Sunday, March 30, 2008

Not My Language

One of the ordination requirements in my diocese is that I “attain liturgical proficiency in a second language that is appropriate to the worship needs of the Diocese.”  Originally, I thought that I was going to need to take a Spanish class or complete a Spanish immersion program to have some minor proficiency in Spanish.  I took two years of Spanish in high school and I grew up California (where every street name and most of the city names are Spanish), so I have a decent understanding of the fundamentals, but I can’t speak or understand Spanish at all. 

As it turns out, to fulfill the requirement I merely have to be able to read the service aloud from the Spanish prayer book.  That’s it.  No classes.  No ability to converse in Spanish. I simply have to be able to read it aloud.

As part of my practice to fulfill this requirement, I’ve attended the Spanish service that happens in the seminary chapel on Saturdays at noon.  We have a Spanish language seminary program that meets on Saturday and they worship together at noon.  It is a small group, usually the celebrant, a deacon, a musician and three or four other people.  It is quite an interesting experience.

While I am able to follow along very well in the prayer book, I get a little tripped up when we go off the regular course.
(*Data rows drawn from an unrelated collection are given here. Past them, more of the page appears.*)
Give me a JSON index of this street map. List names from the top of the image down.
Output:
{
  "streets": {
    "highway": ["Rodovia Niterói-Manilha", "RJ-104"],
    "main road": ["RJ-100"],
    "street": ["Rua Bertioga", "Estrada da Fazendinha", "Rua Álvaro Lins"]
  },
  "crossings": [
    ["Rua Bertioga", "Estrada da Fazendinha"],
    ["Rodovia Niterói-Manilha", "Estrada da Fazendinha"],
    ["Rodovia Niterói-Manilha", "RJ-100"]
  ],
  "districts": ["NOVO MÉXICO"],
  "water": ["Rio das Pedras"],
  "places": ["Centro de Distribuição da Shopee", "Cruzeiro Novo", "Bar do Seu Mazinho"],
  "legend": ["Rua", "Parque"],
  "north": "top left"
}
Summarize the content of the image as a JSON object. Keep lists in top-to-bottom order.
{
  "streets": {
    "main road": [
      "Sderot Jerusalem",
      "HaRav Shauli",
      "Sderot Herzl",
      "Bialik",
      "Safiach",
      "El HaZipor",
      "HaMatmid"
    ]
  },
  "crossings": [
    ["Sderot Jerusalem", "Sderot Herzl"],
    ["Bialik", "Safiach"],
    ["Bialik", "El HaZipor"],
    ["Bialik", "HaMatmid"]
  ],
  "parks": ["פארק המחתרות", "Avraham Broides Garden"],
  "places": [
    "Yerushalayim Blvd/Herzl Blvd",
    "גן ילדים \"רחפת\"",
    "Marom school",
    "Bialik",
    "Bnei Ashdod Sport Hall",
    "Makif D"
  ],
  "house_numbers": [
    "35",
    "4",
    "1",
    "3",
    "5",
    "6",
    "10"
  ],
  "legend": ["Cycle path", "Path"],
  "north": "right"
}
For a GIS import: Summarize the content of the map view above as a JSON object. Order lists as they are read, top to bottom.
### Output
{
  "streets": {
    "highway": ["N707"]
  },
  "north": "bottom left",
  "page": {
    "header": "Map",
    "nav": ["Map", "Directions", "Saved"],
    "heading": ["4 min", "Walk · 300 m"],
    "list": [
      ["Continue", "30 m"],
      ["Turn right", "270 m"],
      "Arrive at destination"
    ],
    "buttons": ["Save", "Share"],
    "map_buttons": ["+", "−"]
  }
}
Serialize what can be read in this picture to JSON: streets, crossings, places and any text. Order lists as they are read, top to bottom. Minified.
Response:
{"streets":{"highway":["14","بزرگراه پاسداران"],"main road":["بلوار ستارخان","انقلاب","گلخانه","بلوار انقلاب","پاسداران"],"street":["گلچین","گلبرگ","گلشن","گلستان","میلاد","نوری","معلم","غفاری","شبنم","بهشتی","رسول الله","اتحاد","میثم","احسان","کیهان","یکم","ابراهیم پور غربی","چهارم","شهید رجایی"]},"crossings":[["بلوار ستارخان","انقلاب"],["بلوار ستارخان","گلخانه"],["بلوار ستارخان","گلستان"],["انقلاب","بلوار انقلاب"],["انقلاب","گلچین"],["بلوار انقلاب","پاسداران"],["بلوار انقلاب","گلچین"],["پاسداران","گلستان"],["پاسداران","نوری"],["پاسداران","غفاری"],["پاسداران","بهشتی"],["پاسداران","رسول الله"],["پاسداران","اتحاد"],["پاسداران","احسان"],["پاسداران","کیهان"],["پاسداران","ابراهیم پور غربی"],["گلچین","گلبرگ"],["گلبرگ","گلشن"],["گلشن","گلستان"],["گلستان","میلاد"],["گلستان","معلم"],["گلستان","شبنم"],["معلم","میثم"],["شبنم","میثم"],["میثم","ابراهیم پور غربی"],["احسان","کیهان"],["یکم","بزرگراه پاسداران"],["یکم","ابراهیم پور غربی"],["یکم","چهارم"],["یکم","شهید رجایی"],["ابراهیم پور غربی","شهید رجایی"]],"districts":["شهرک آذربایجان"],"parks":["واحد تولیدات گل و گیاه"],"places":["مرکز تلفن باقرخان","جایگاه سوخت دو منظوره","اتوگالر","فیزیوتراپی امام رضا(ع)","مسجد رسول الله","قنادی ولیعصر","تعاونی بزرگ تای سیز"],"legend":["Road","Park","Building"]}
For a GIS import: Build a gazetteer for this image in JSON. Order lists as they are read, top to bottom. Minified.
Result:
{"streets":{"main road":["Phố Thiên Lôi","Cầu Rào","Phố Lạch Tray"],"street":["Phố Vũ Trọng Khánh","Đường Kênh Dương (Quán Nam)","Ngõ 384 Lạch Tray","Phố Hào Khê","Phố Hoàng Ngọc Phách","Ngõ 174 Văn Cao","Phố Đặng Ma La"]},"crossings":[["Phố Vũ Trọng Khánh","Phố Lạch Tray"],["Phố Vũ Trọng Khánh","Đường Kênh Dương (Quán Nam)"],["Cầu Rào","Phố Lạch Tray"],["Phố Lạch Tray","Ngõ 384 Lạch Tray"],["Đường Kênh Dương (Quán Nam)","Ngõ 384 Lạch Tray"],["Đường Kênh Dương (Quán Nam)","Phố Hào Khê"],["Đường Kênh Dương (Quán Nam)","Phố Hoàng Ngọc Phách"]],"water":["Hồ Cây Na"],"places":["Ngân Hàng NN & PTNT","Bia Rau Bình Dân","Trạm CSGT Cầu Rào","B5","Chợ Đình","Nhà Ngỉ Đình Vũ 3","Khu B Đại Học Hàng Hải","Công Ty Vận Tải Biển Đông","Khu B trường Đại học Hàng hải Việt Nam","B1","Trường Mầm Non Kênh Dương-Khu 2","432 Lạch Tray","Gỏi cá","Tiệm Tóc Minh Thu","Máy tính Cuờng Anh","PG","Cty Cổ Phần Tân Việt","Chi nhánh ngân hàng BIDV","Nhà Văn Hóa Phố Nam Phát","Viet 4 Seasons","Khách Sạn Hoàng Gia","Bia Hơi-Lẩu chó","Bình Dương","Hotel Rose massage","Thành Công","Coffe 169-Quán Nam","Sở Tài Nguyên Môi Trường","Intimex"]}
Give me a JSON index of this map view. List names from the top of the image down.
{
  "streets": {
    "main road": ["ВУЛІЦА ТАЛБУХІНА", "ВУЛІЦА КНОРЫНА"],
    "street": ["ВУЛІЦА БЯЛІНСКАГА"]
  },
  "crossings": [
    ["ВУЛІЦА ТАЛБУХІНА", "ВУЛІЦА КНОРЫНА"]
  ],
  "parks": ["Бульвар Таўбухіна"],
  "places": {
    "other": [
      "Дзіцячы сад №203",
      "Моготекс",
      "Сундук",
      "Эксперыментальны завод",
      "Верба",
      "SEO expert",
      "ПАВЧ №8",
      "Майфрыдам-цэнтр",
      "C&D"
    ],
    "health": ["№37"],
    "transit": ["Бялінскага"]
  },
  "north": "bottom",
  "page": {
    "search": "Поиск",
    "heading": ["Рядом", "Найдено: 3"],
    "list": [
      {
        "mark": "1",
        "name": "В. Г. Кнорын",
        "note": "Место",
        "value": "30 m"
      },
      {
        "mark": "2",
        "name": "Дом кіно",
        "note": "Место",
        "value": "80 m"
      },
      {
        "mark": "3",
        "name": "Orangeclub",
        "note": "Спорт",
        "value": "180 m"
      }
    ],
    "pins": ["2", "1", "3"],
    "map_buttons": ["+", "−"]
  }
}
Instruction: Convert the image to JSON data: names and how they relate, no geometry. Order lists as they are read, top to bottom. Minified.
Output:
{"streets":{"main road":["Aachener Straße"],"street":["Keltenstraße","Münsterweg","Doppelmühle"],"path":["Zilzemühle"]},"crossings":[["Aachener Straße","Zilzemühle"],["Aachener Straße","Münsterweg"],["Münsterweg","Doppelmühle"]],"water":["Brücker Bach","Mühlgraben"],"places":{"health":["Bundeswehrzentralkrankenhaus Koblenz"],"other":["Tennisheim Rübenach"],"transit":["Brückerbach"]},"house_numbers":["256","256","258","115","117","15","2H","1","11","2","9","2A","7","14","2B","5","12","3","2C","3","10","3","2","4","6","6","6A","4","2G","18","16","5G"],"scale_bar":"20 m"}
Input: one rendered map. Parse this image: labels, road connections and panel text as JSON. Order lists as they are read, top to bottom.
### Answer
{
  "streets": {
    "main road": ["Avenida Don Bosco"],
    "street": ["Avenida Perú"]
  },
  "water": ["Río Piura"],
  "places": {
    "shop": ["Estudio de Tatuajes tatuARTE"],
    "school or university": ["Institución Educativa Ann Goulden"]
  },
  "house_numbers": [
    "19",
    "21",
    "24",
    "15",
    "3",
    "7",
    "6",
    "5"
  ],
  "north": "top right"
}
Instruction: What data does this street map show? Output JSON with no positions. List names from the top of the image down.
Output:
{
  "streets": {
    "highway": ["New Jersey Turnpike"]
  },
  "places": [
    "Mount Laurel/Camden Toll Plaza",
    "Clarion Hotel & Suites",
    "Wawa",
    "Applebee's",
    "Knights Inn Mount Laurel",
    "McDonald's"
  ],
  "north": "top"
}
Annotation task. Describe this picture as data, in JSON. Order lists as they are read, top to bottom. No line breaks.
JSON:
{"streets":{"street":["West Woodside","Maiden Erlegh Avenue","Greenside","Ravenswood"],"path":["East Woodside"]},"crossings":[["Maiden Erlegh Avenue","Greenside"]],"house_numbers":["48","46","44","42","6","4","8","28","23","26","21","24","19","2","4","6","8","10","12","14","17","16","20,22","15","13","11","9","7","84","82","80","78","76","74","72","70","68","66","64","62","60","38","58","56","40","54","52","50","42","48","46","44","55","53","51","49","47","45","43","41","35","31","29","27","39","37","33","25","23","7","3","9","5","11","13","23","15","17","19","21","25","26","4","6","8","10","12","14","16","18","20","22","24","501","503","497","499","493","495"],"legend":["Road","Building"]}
For example, the reader announced the form that we would follow for the Prayers of the People, but I didn’t understand what he said, so I didn’t know.  Also, when the musician announces a song or a Psalm to be sung from the music book, I don’t know what page he has announced.  And, when the celebrant began reading Eucharistic Prayer D, I was totally lost.  I knew I wasn’t finding the words on the page that I was reading, but I had no idea where to go from there.  Fortunately, my friend Jose stands next to me and directs me to the correct page.

It is very interesting, however, to not be able to understand much of what is being said.  I know the prayer book pretty well and I can read Spanish well enough to know what is happening in the service, but I don’t at all know what the readings are.  I get little bits and pieces, but often not enough to know what passage has been read.  And forget the sermon.  I never know what is being said there.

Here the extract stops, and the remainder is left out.